- STUDY MATERIAL:

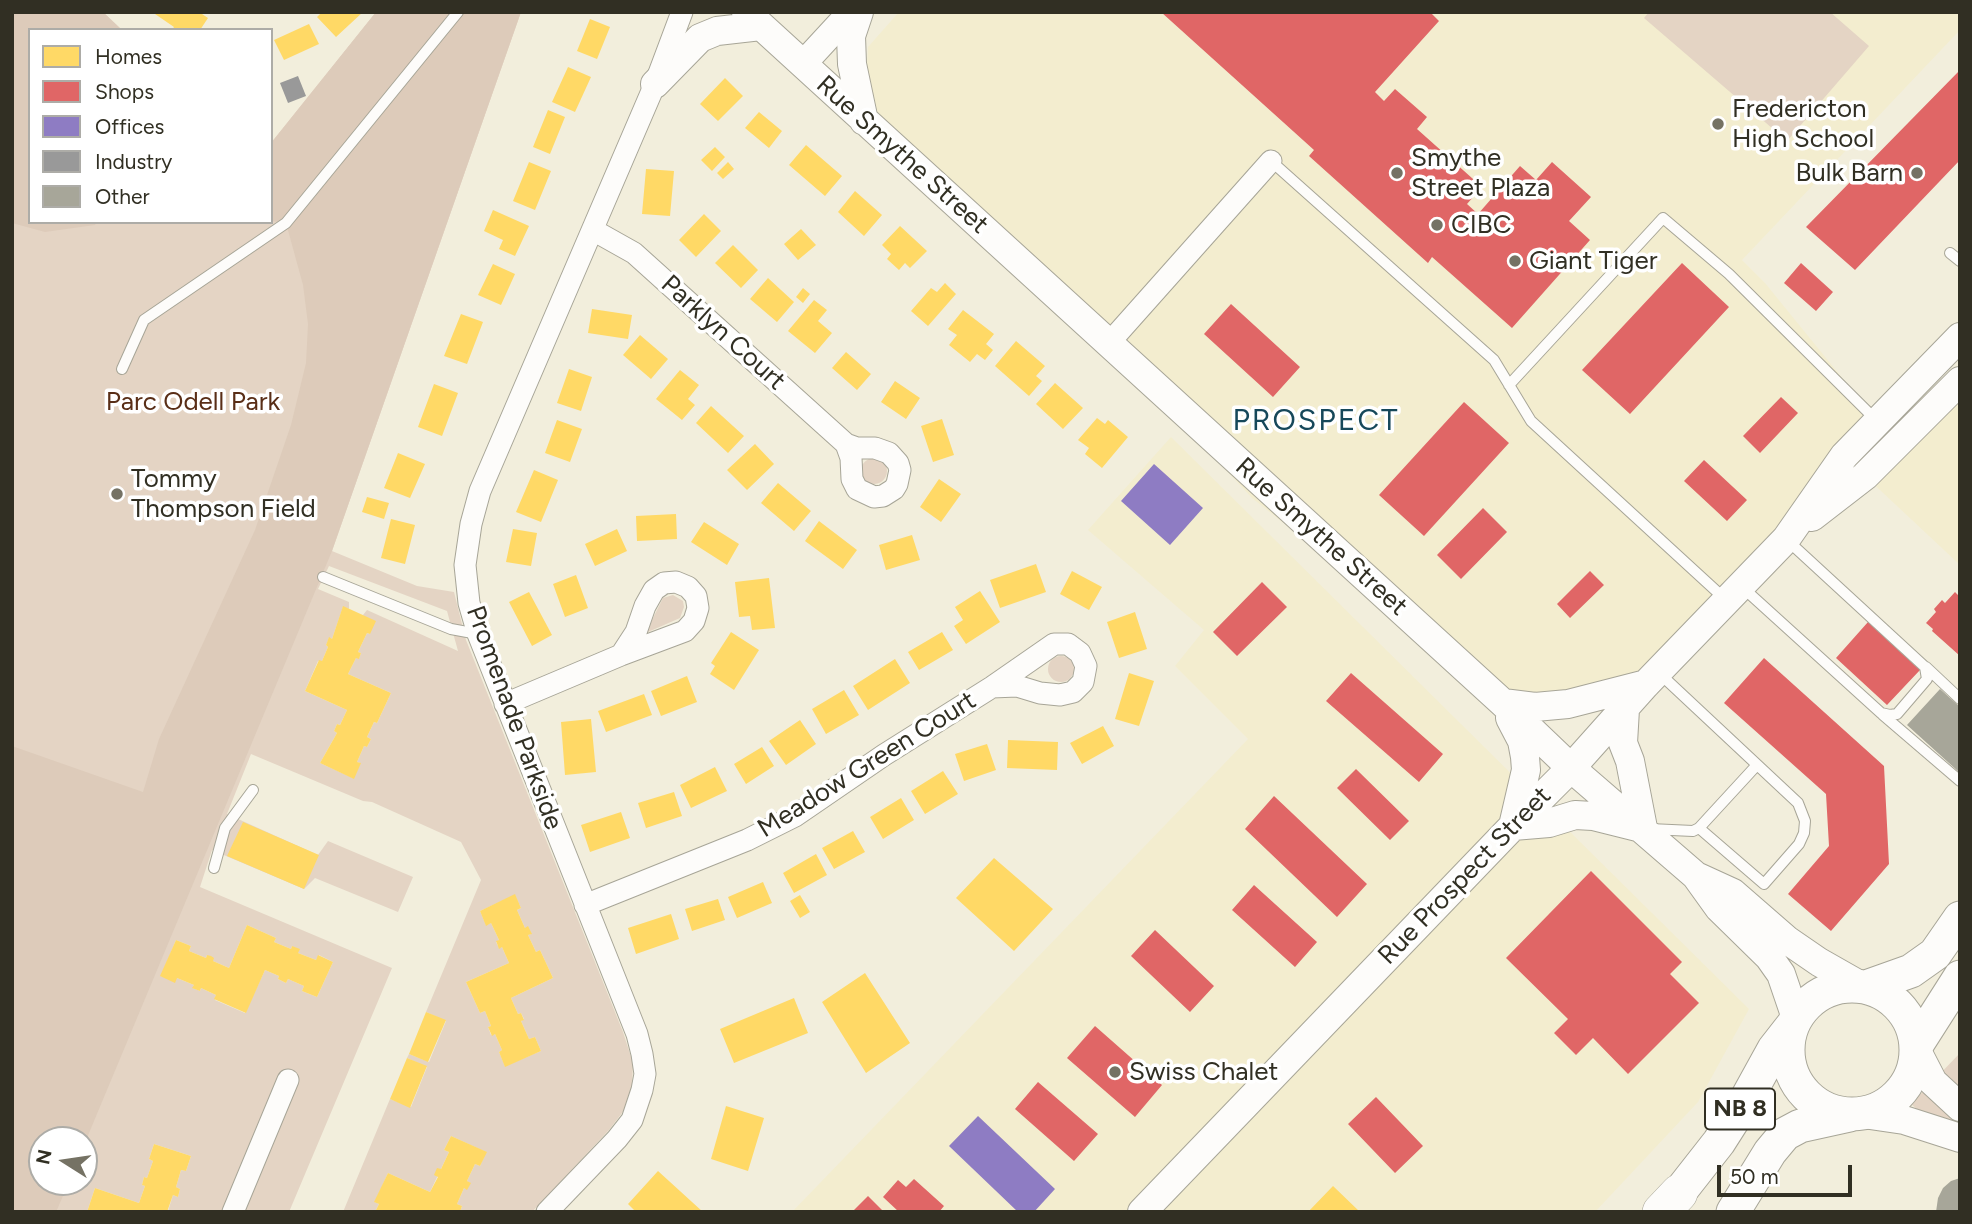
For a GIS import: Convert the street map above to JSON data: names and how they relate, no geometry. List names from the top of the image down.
{
  "streets": {
    "highway": ["NB 8"],
    "main road": ["Rue Smythe Street", "Rue Prospect Street"],
    "street": ["Parklyn Court", "Promenade Parkside", "Meadow Green Court"]
  },
  "crossings": [
    ["Rue Smythe Street", "Rue Prospect Street"],
    ["Rue Smythe Street", "NB 8"],
    ["Parklyn Court", "Promenade Parkside"],
    ["Promenade Parkside", "Meadow Green Court"]
  ],
  "districts": ["PROSPECT"],
  "parks": ["Parc Odell Park"],
  "places": [
    "Fredericton High School",
    "Smythe Street Plaza",
    "Bulk Barn",
    "CIBC",
    "Giant Tiger",
    "Tommy Thompson Field",
    "Swiss Chalet"
  ],
  "legend": [
    "Homes",
    "Shops",
    "Offices",
    "Industry",
    "Other"
  ],
  "scale_bar": "50 m",
  "north": "left"
}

- THE PROBLEM: A word-for-word copy of all the records above is required, with the pictures left out.

- THE ANSWER:
For a GIS import: Convert the street map above to JSON data: names and how they relate, no geometry. List names from the top of the image down.
{
  "streets": {
    "highway": ["NB 8"],
    "main road": ["Rue Smythe Street", "Rue Prospect Street"],
    "street": ["Parklyn Court", "Promenade Parkside", "Meadow Green Court"]
  },
  "crossings": [
    ["Rue Smythe Street", "Rue Prospect Street"],
    ["Rue Smythe Street", "NB 8"],
    ["Parklyn Court", "Promenade Parkside"],
    ["Promenade Parkside", "Meadow Green Court"]
  ],
  "districts": ["PROSPECT"],
  "parks": ["Parc Odell Park"],
  "places": [
    "Fredericton High School",
    "Smythe Street Plaza",
    "Bulk Barn",
    "CIBC",
    "Giant Tiger",
    "Tommy Thompson Field",
    "Swiss Chalet"
  ],
  "legend": [
    "Homes",
    "Shops",
    "Offices",
    "Industry",
    "Other"
  ],
  "scale_bar": "50 m",
  "north": "left"
}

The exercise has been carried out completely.